Collected data:
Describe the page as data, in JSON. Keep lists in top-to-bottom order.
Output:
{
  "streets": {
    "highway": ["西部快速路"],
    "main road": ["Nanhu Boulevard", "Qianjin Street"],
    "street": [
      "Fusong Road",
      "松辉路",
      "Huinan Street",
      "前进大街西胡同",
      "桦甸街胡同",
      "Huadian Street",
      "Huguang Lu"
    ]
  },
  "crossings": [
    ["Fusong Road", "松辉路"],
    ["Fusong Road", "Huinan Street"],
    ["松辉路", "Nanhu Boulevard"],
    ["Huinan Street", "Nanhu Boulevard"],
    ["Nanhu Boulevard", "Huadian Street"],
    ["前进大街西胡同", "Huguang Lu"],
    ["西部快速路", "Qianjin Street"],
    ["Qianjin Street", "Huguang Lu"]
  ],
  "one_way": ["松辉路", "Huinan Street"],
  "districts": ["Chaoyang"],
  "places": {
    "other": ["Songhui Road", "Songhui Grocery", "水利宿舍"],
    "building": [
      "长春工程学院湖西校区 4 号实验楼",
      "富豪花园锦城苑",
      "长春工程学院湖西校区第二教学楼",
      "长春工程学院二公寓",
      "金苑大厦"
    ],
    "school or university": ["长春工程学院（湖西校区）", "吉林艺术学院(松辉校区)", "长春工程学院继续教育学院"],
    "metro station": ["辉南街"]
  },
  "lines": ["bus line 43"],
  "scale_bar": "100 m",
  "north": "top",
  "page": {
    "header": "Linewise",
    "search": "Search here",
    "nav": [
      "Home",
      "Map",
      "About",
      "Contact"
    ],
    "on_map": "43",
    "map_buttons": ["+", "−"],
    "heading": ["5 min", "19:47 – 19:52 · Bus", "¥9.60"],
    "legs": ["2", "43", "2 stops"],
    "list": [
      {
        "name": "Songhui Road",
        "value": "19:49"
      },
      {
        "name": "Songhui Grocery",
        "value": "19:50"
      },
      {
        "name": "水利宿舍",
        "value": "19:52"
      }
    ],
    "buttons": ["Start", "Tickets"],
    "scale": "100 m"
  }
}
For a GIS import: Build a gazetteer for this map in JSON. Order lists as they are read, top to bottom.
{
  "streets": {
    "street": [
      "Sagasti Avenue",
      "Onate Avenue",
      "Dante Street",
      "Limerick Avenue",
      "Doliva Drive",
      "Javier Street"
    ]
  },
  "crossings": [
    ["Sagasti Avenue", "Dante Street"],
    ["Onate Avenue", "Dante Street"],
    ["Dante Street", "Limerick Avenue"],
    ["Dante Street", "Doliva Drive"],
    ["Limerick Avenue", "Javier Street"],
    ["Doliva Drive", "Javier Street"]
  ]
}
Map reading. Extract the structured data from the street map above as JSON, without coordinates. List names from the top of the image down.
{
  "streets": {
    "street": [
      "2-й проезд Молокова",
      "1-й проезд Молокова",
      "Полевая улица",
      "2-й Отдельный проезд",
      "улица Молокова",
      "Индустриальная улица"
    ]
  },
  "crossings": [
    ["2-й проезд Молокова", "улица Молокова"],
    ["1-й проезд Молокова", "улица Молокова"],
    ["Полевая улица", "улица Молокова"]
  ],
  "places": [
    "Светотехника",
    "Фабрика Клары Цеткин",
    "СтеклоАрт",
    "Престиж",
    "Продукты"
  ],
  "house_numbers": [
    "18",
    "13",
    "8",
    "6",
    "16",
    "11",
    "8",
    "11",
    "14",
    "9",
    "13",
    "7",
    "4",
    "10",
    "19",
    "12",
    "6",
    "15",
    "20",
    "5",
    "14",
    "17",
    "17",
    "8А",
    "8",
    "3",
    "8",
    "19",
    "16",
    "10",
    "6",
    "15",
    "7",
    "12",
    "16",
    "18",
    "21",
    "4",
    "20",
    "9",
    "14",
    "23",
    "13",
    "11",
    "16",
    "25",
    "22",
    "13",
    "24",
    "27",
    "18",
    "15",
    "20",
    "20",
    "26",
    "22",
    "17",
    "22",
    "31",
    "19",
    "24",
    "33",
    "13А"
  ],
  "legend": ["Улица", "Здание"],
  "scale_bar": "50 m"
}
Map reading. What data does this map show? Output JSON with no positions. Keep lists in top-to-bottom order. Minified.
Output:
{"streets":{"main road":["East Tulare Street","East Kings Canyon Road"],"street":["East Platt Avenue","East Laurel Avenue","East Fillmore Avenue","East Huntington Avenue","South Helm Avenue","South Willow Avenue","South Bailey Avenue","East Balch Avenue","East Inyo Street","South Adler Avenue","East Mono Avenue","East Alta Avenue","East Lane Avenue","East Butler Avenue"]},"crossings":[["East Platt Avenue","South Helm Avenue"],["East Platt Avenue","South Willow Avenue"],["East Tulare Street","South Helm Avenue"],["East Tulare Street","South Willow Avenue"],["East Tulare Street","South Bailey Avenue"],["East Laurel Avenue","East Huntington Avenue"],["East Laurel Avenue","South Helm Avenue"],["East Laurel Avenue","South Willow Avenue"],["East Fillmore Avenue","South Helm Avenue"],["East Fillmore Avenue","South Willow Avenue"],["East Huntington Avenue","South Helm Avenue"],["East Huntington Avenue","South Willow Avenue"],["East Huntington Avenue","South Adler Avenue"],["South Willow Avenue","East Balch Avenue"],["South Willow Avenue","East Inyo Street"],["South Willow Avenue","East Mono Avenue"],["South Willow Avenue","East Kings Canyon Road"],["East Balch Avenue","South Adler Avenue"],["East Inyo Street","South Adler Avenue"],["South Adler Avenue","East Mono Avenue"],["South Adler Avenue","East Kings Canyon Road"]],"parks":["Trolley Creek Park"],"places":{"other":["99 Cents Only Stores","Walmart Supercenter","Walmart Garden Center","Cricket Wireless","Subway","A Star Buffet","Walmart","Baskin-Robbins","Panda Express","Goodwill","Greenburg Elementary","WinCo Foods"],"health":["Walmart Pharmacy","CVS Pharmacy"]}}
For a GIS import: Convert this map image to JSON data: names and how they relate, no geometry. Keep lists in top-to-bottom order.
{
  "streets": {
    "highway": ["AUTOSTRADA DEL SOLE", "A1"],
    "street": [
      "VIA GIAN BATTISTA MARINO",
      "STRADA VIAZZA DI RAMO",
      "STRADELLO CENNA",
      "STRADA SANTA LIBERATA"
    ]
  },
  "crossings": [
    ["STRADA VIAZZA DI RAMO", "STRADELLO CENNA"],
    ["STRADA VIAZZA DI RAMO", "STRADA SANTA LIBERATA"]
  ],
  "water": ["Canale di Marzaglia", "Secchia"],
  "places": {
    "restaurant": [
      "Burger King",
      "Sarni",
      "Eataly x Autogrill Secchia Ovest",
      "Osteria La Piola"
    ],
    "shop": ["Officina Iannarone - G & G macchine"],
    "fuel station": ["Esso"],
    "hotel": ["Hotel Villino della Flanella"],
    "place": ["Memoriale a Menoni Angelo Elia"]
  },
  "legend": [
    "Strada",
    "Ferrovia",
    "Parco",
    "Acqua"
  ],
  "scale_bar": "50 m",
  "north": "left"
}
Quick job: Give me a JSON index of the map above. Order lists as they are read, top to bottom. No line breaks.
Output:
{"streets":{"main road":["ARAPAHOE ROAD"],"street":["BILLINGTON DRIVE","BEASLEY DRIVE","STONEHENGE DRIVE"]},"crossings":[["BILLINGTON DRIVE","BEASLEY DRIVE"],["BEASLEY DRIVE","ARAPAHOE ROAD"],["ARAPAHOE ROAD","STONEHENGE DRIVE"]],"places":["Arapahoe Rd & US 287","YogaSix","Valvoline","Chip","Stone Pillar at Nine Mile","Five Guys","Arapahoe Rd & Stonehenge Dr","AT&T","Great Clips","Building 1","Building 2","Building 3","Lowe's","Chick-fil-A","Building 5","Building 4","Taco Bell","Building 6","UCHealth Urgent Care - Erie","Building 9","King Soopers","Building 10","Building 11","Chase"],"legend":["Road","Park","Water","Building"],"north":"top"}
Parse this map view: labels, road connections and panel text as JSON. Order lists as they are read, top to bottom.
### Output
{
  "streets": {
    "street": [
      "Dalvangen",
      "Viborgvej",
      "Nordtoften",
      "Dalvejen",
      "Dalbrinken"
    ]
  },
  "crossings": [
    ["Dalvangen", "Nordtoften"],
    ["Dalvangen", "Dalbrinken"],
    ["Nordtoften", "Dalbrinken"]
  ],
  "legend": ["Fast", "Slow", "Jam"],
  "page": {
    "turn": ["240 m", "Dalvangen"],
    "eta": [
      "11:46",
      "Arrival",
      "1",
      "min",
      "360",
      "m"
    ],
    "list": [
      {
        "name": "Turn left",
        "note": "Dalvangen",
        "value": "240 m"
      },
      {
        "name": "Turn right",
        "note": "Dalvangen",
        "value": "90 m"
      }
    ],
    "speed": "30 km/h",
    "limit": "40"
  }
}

EXERCISE REQUIREMENTS:
Your task is to copy every line in the entries that holds the string "Sagasti".

EXERCISE RESPONSE:
      "Sagasti Avenue",
    ["Sagasti Avenue", "Dante Street"],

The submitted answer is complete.